The third cost category, related to the procedure, is related to the weekly nursing visits for applying the bandages in the clinic. For this, we timed this examination in minutes, so that the value of the professional labor was included in the evaluation. The calculation of this value was based on the Honorary Table determined by Resolution 301/2005 of the Federal Nursing Council (COFEN), which set the minimum amount of R$ 66.07 (US$ 27.64) per hour for the realization of nursing consultations. The value was divided by 60 to obtain the fees per minute. The cost of the procedure was represented by this value and was multiplied by the time spent at each consultation.

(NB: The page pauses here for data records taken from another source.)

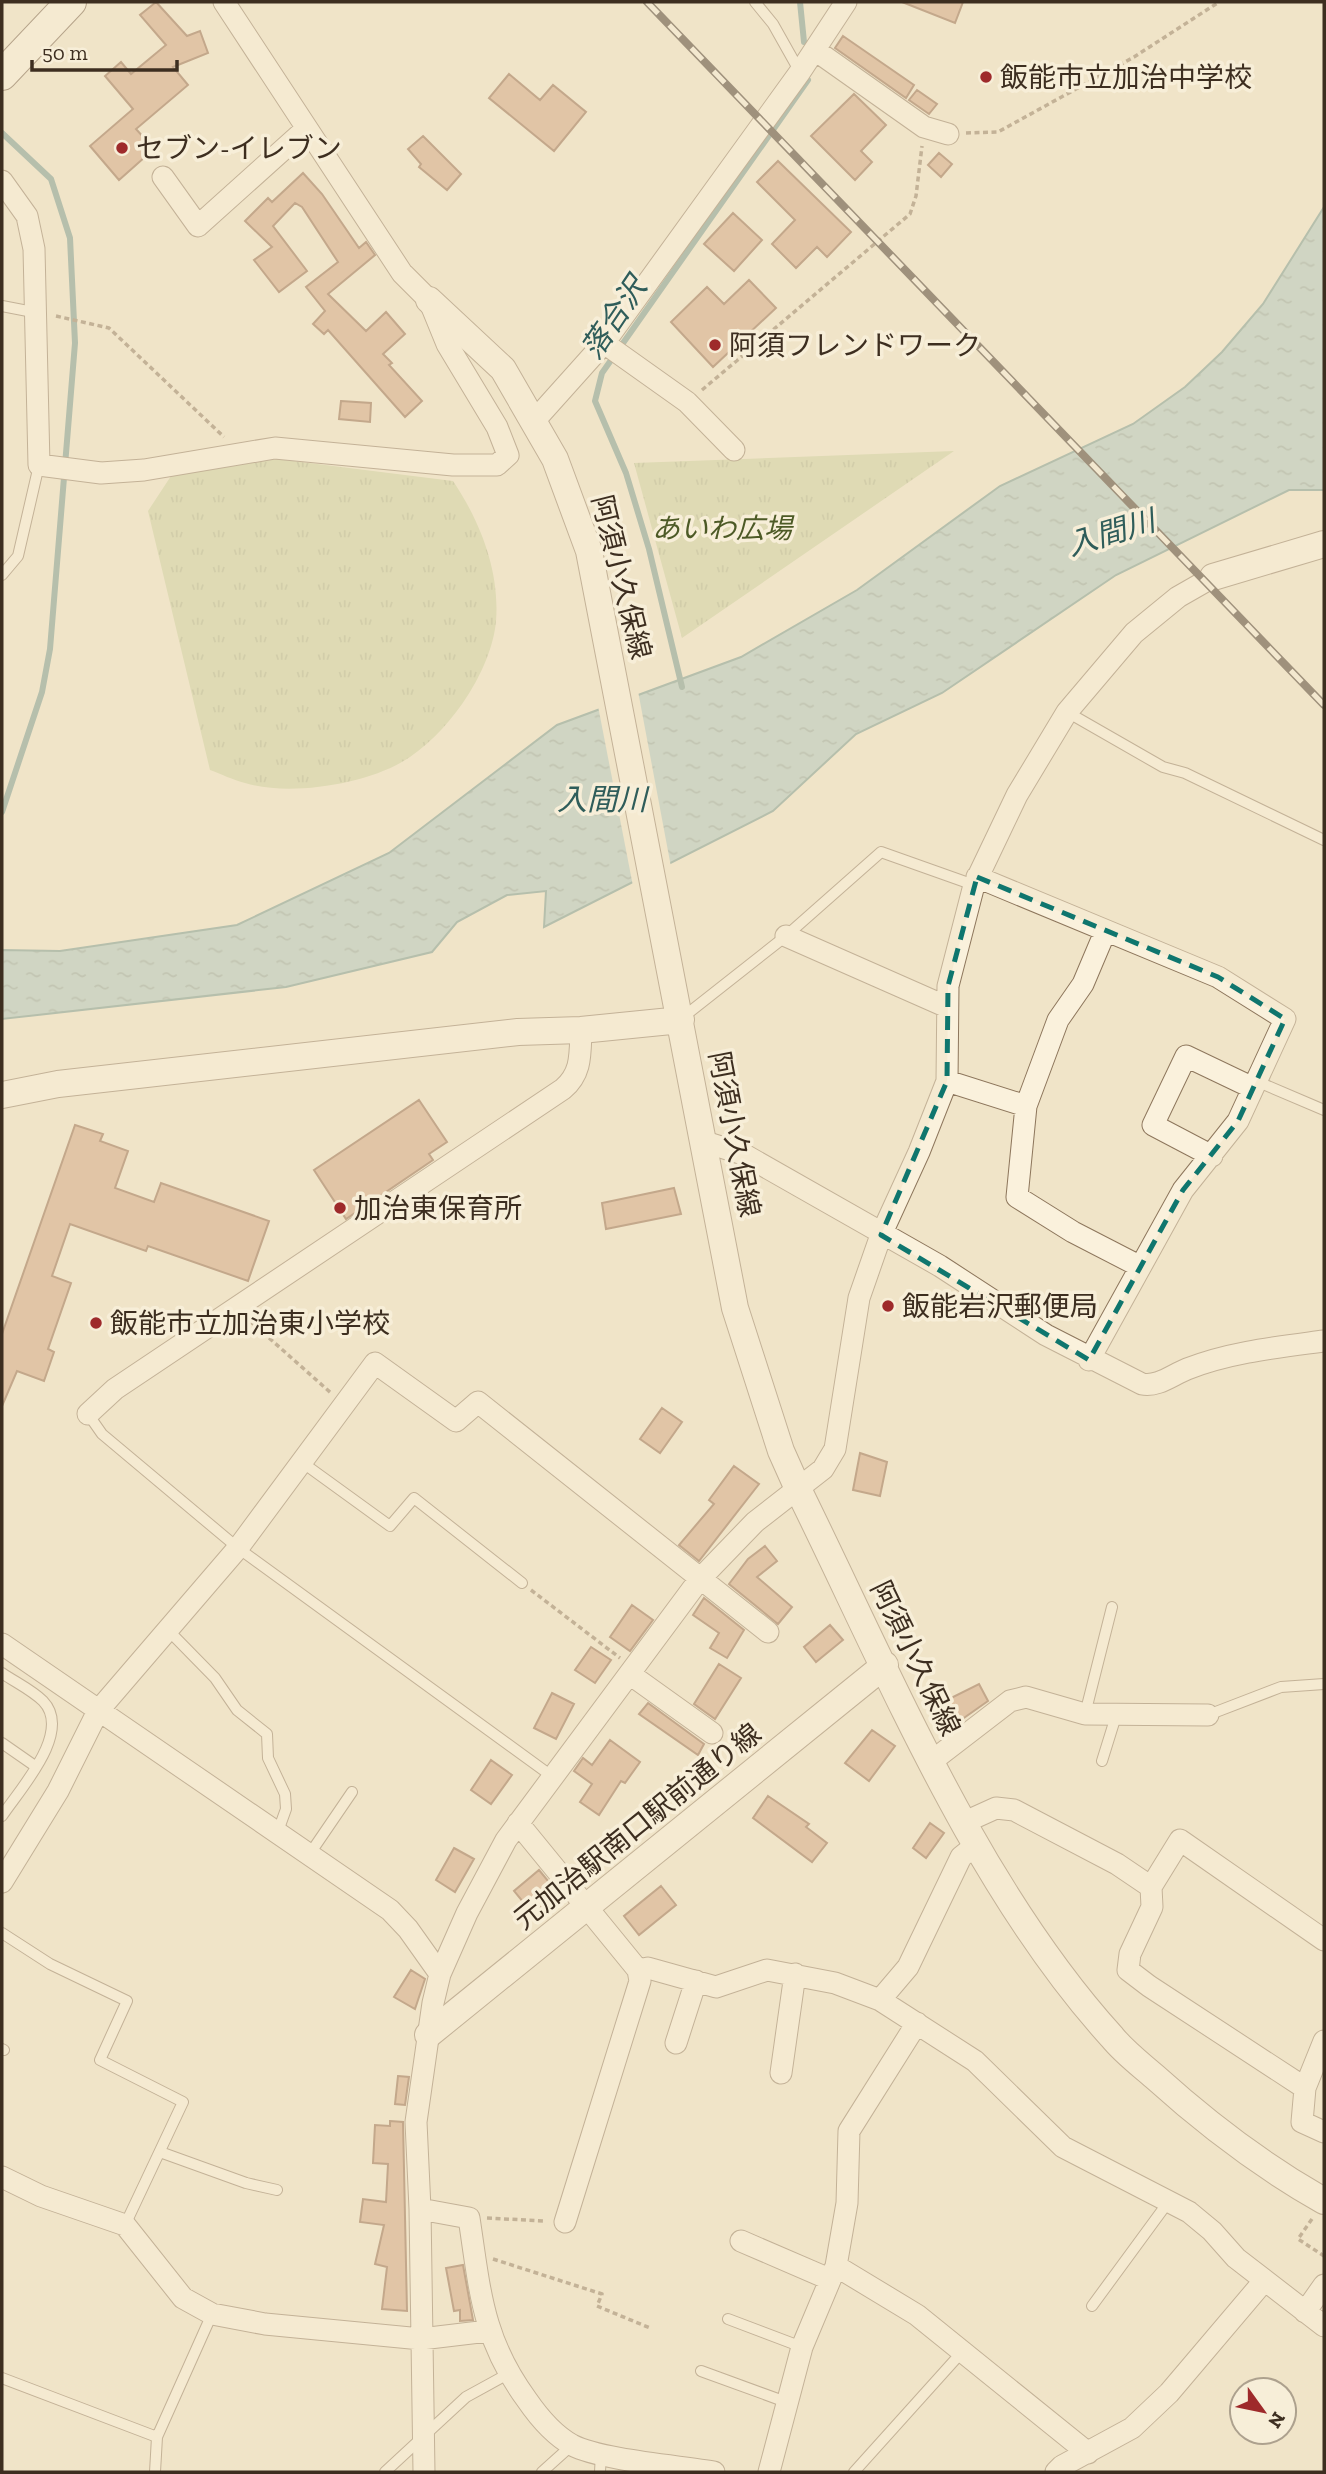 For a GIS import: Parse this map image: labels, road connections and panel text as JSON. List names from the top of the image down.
{
  "streets": {
    "street": ["阿須小久保線", "元加治駅南口駅前通り線"]
  },
  "crossings": [
    ["阿須小久保線", "元加治駅南口駅前通り線"]
  ],
  "water": ["落合沢", "入間川"],
  "parks": ["あいわ広場"],
  "places": [
    "飯能市立加治中学校",
    "セブン-イレブン",
    "阿須フレンドワーク",
    "加治東保育所",
    "飯能岩沢郵便局",
    "飯能市立加治東小学校"
  ],
  "scale_bar": "50 m",
  "north": "bottom right"
} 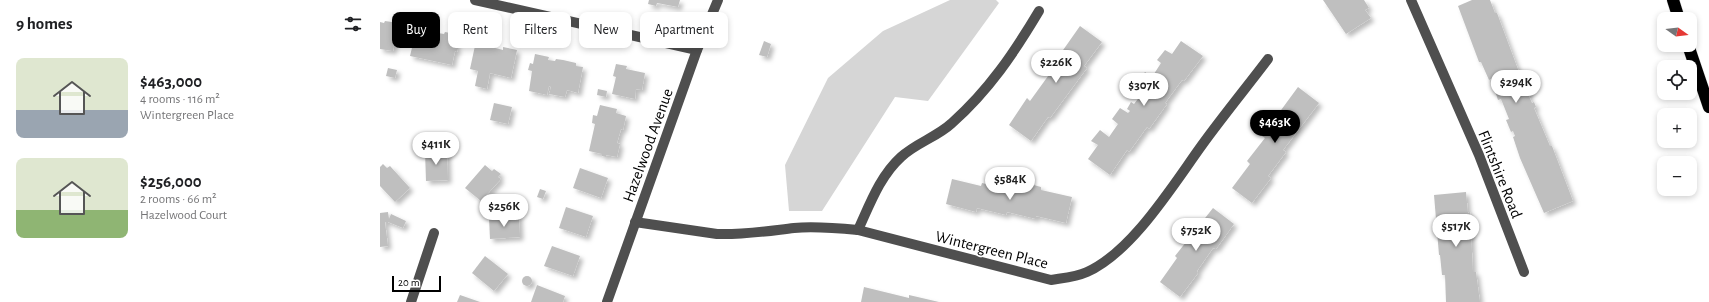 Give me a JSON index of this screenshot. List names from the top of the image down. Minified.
{"streets":{"street":["Hazelwood Avenue","Flintshire Road","Wintergreen Place"]},"crossings":[["Hazelwood Avenue","Wintergreen Place"]],"scale_bar":"20 m","north":"right","page":{"heading":"9 homes","map_buttons":["+","−"],"chip":["Buy","Rent","Filters","New","Apartment"],"list":[{"name":"$463,000","note":"4 rooms · 116 m² · Wintergreen Place"},{"name":"$256,000","note":"2 rooms · 66 m² · Hazelwood Court"}],"price":["$226K","$294K","$307K","$463K","$411K","$584K","$256K","$517K","$752K"],"scale":"20 m"}} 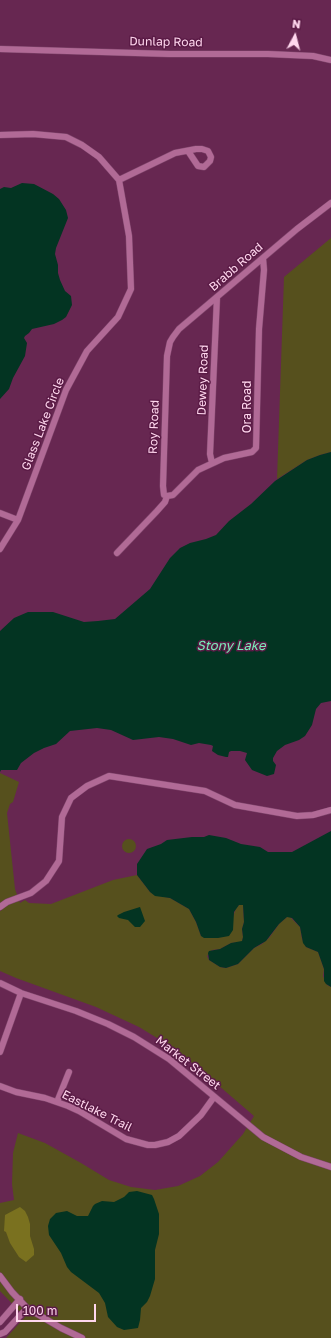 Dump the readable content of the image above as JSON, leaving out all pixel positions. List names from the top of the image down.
{
  "streets": {
    "street": [
      "Dunlap Road",
      "Brabb Road",
      "Dewey Road",
      "Ora Road",
      "Glass Lake Circle",
      "Roy Road",
      "Market Street",
      "Eastlake Trail"
    ]
  },
  "crossings": [
    ["Brabb Road", "Dewey Road"],
    ["Brabb Road", "Ora Road"],
    ["Brabb Road", "Roy Road"],
    ["Dewey Road", "Ora Road"],
    ["Ora Road", "Roy Road"],
    ["Market Street", "Eastlake Trail"]
  ],
  "water": ["Stony Lake"],
  "scale_bar": "100 m",
  "north": "top"
} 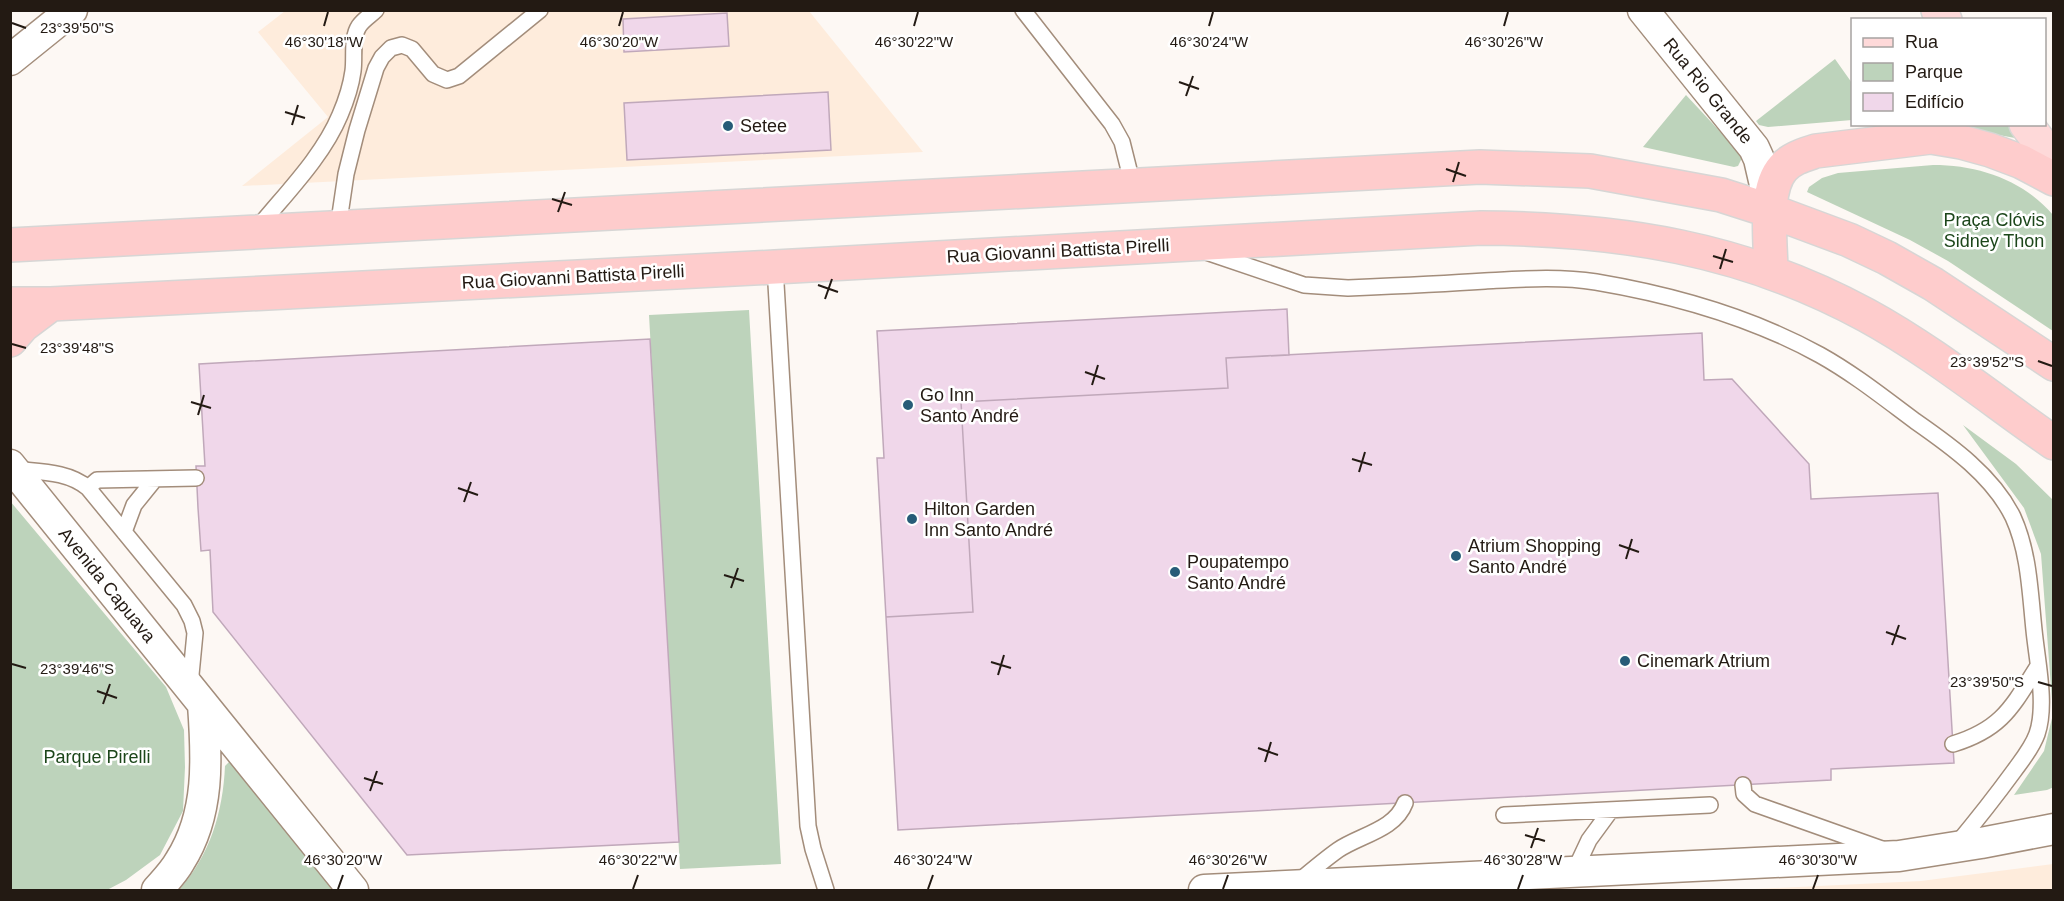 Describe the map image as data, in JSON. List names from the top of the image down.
{
  "streets": {
    "highway": ["Rua Giovanni Battista Pirelli"],
    "street": ["Rua Rio Grande", "Avenida Capuava"]
  },
  "parks": ["Praça Clóvis Sidney Thon", "Parque Pirelli"],
  "places": [
    "Setee",
    "Go Inn Santo André",
    "Hilton Garden Inn Santo André",
    "Atrium Shopping Santo André",
    "Poupatempo Santo André",
    "Cinemark Atrium"
  ],
  "legend": ["Rua", "Parque", "Edifício"],
  "coordinates": [
    "23°39'50\"S",
    "46°30'18\"W",
    "46°30'20\"W",
    "46°30'22\"W",
    "46°30'24\"W",
    "46°30'26\"W",
    "23°39'48\"S",
    "23°39'52\"S",
    "23°39'46\"S",
    "46°30'28\"W",
    "46°30'30\"W"
  ]
}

In order to minimize the variables of interpretation for the timing, we had previously determined the moment of the beginning and the end of the procedure as the time the patient enters the clinic and the time he leaves it.

The survey was conducted in a university hospital in the period from April to December 2013. The sample consisted of eight participants who met the inclusion criteria and strictly followed the care in the clinic. The follow-up time was 84 days, with weekly monitoring, totaling 96 consultations. We included patients of both sexes, older than 18 years with uninfected venous ulcers who had treatment with 2% CMC gel.

Following the determination of Resolution 466/12 of the National Health Council, this study was submitted to the Research Ethics Committee of the Faculty of Medicine, Fluminense Federal University for its assessment and any adjustments, and it was approved under number 196/08. The Terms of Free and Informed Consent was offered to all research participants.

Information was distributed in a spreadsheet in order to subject them to statistical procedures. First, a normality test was performed to verify that the data sets show normal or not normal distribution. We performed descriptive statistics through measures of central tendency and dispersion.

 

RESULTS

The consumption survey of each cost category identified was carried out. We had a total household consumption of 868 gauze packages, 44,000 mL of 0.9% saline solution, 605 inelastic bandages, 4,946 grams of gel, 14 tape rolls, 3,040 mL of liquid soap, 1,430 ml of liquid petroleum jelly and 18 paper towel rolls.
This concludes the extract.